Now, as the economic turmoil deepens, $500 "is a huge amount of money for people," said Matt Baney, the center's administrative director.
"I'm not sure exactly what the turnout's going to be like," Baney said of the Tuesday fundraiser at Manhattan's Gotham Hall. "We're being much more realistic in our expectations."
At the same time, St. Vincent's HIV center faces city funding cuts as New York grapples with a projected multibillion dollar budget deficit -- cuts that will force the center to eliminate a program that provides time-sensitive treatment for people who have been potentially exposed to HIV. The city's infection rate is three times the national average, a center spokeswoman said.

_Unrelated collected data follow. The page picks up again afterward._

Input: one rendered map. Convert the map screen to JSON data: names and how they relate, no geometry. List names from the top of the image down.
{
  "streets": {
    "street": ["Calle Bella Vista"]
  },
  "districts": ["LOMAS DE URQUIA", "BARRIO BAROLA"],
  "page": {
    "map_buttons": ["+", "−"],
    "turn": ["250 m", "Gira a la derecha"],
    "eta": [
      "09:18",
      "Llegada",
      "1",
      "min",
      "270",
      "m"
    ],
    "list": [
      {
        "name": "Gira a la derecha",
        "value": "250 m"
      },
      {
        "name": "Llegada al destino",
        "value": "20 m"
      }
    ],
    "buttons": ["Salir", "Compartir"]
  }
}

The dilemma at St. Vincent's illustrates how the financial turmoil has spread. While most of the attention has been focused on the federal bailout of financial institutions, the plight of the ailing auto industry and the legions of homeowners with foreclosed properties, health care providers like the St. Vincent's center are also feeling the squeeze.

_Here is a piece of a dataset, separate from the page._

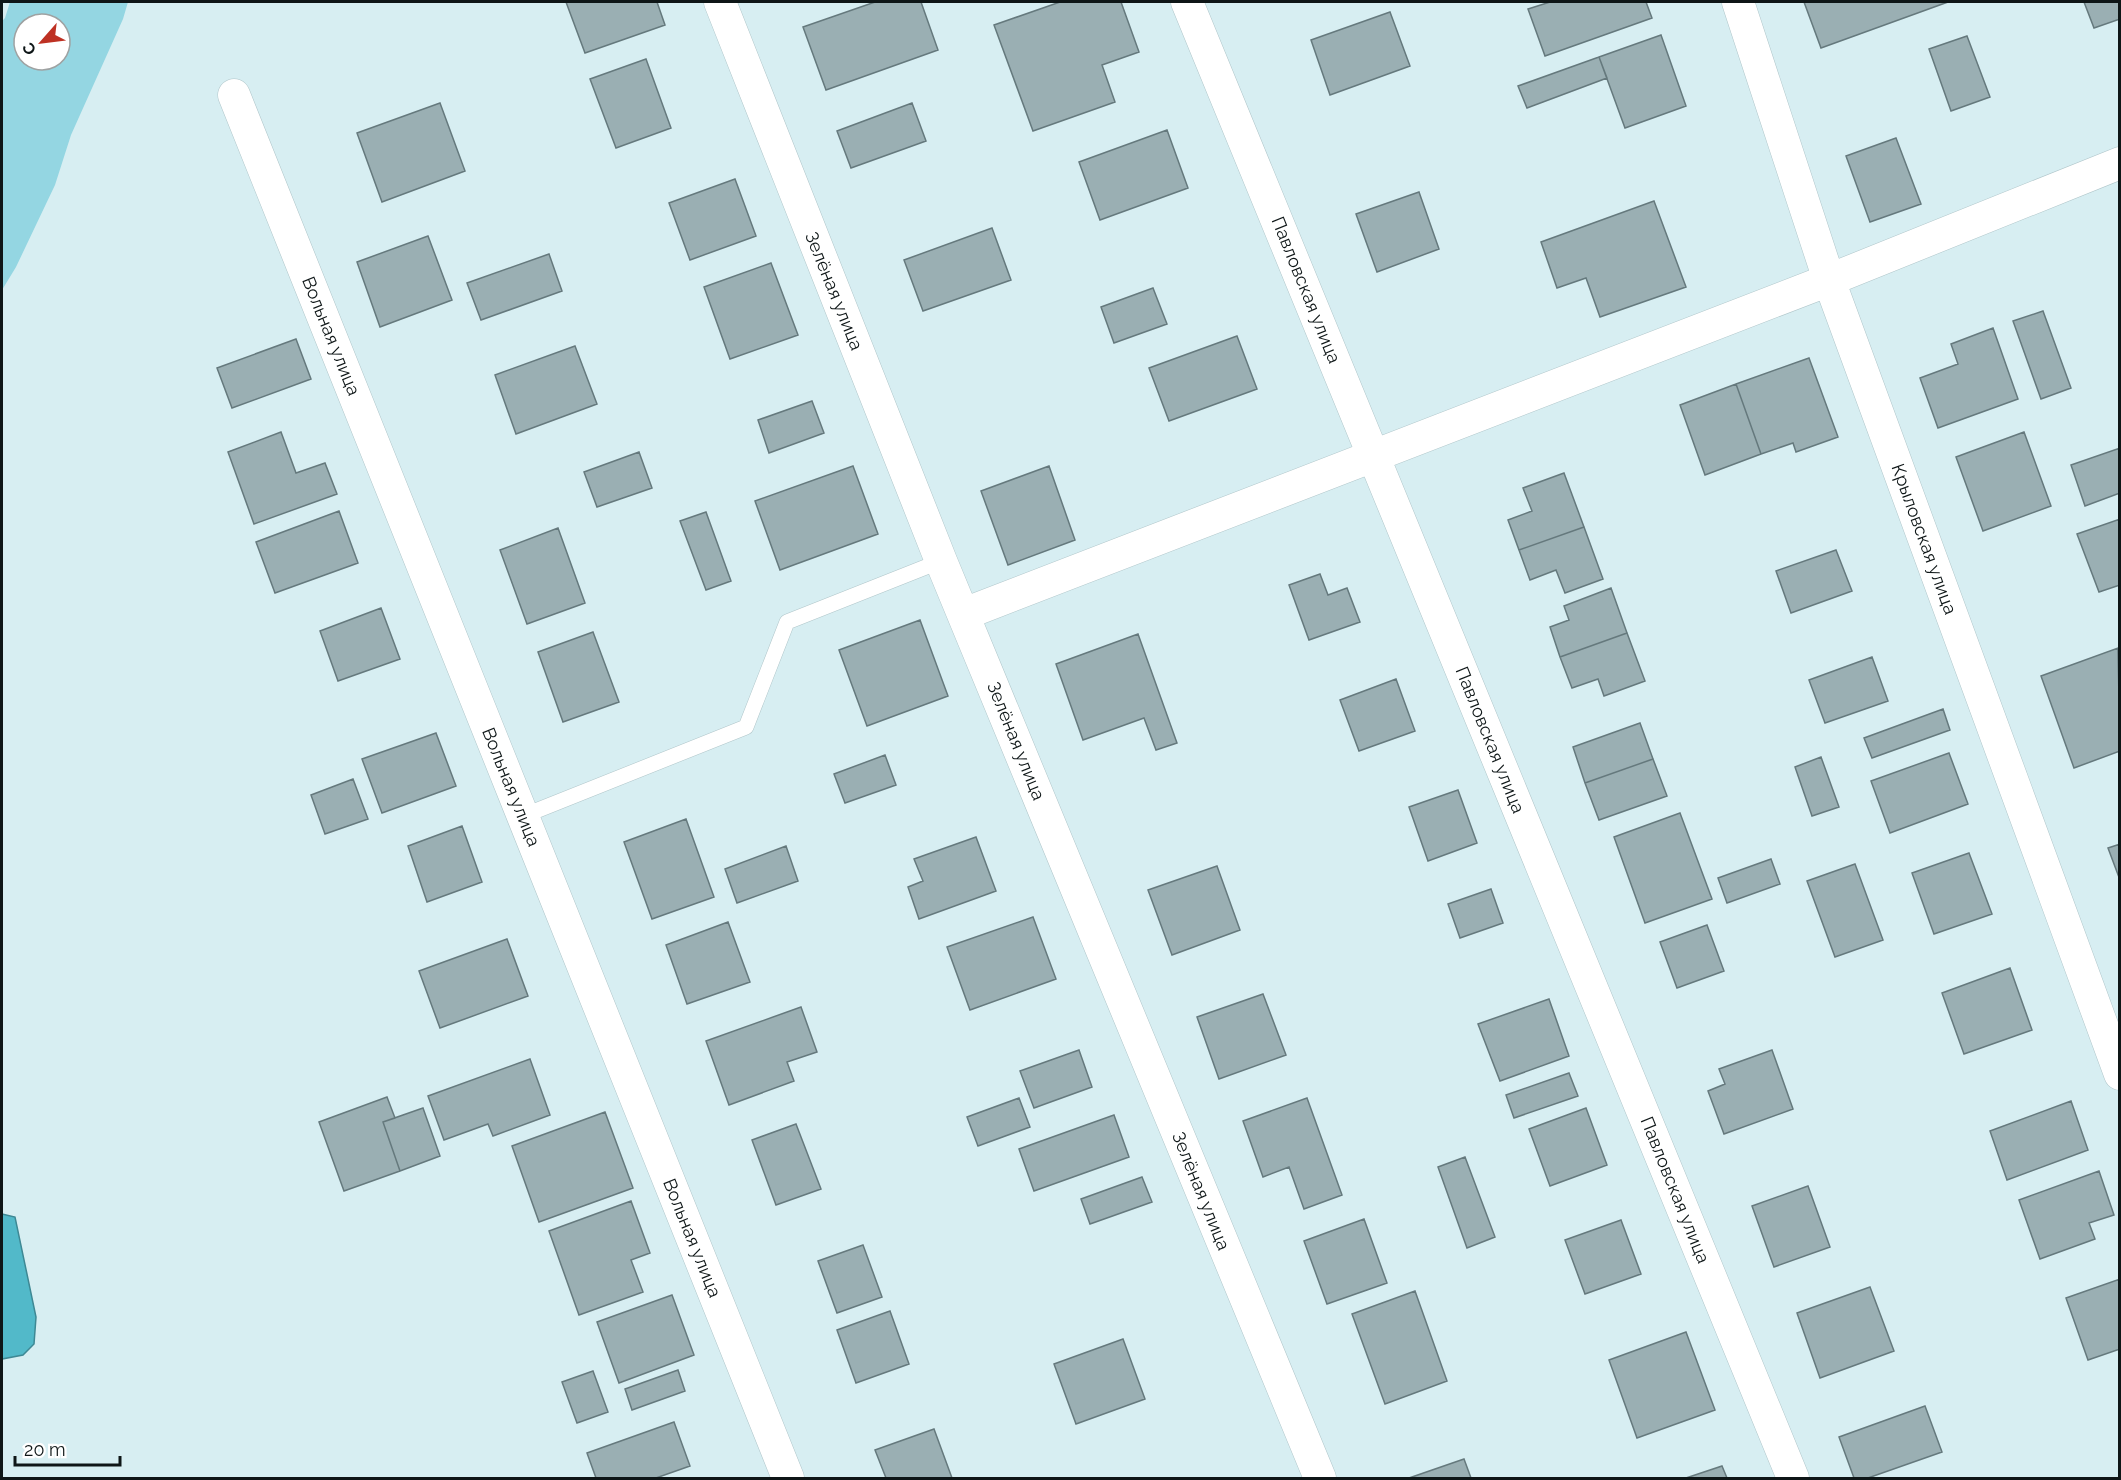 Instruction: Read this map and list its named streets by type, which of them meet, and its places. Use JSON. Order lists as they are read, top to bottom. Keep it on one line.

And the consequences for people at risk for contracting HIV are potentially life-altering, center officials said.
"Right now I'm scared to death," Baney said of the funding worries.

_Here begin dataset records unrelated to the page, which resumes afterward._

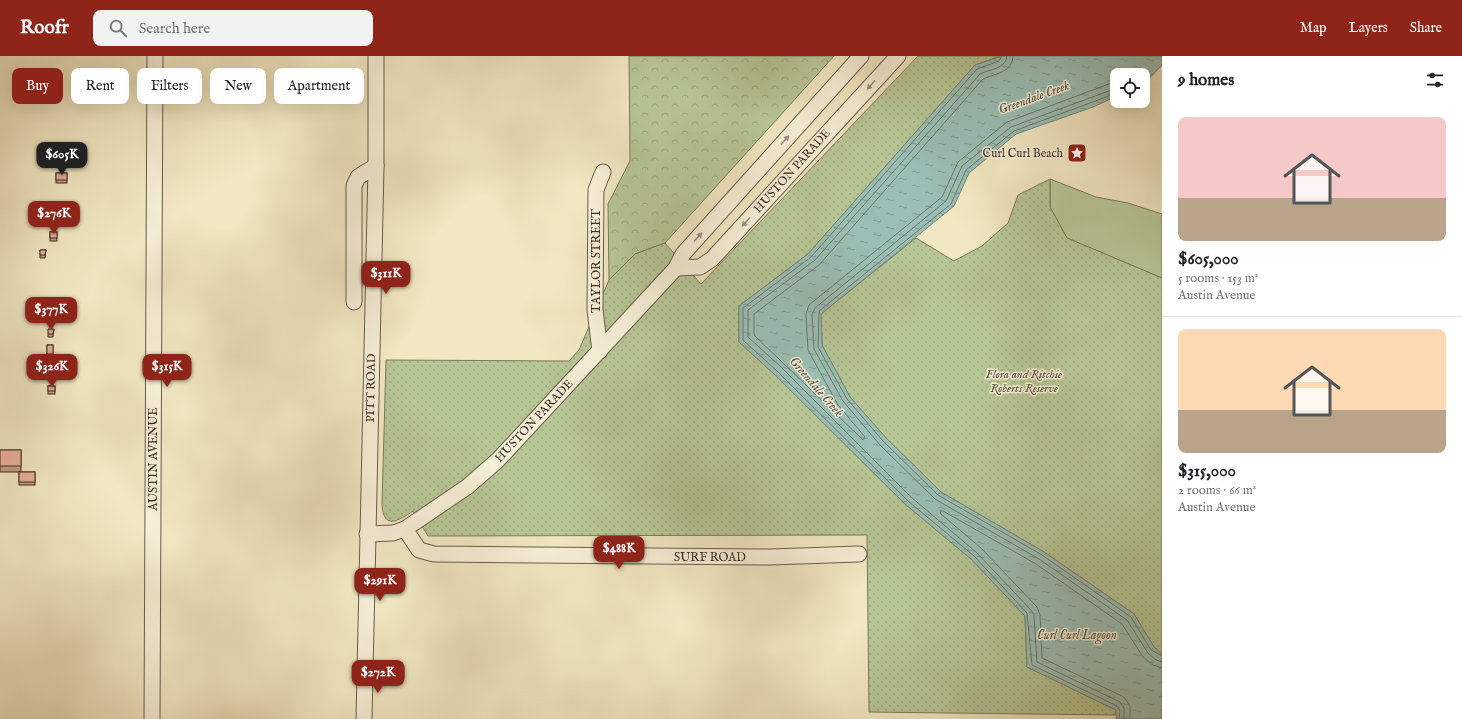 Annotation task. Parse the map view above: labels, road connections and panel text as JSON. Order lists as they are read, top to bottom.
{
  "streets": {
    "street": [
      "HUSTON PARADE",
      "TAYLOR STREET",
      "PITT ROAD",
      "AUSTIN AVENUE",
      "SURF ROAD"
    ]
  },
  "crossings": [
    ["HUSTON PARADE", "TAYLOR STREET"],
    ["HUSTON PARADE", "PITT ROAD"],
    ["HUSTON PARADE", "SURF ROAD"]
  ],
  "water": ["Greendale Creek", "Curl Curl Lagoon"],
  "parks": ["Flora and Ritchie Roberts Reserve"],
  "places": {
    "place": ["Curl Curl Beach"]
  },
  "page": {
    "header": "Roofr",
    "search": "Search here",
    "nav": ["Map", "Layers", "Share"],
    "heading": "9 homes",
    "chip": [
      "Buy",
      "Rent",
      "Filters",
      "New",
      "Apartment"
    ],
    "list": [
      {
        "name": "$605,000",
        "note": "5 rooms · 153 m² · Austin Avenue"
      },
      {
        "name": "$315,000",
        "note": "2 rooms · 66 m² · Austin Avenue"
      }
    ],
    "price": [
      "$605K",
      "$276K",
      "$311K",
      "$377K",
      "$326K",
      "$315K",
      "$488K",
      "$291K",
      "$272K"
    ]
  }
}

The St. Vincent's HIV Center, which also is marking its 20th anniversary this week, has long been at the epicenter of the decades-old U.S. AIDS epidemic.
The hospital is located in Manhattan's Greenwich Village and just south of Chelsea -- two neighborhoods with large gay populations. It was considered "ground zero" for HIV/AIDS care; some of the first known HIV cases were diagnosed at St. Vincent's in the early 1980s, the hospital says.
At that time, patients, mostly gay men, were showing up at the hospital's emergency room with Pneumocystis pneumonia, the purple lesions of Kaposi's sarcoma, blindness, on walkers, canes and crutches because of neuropathy, sometimes with IV poles in tow, recalled Baney, who's been at St. Vincent's for 17 years.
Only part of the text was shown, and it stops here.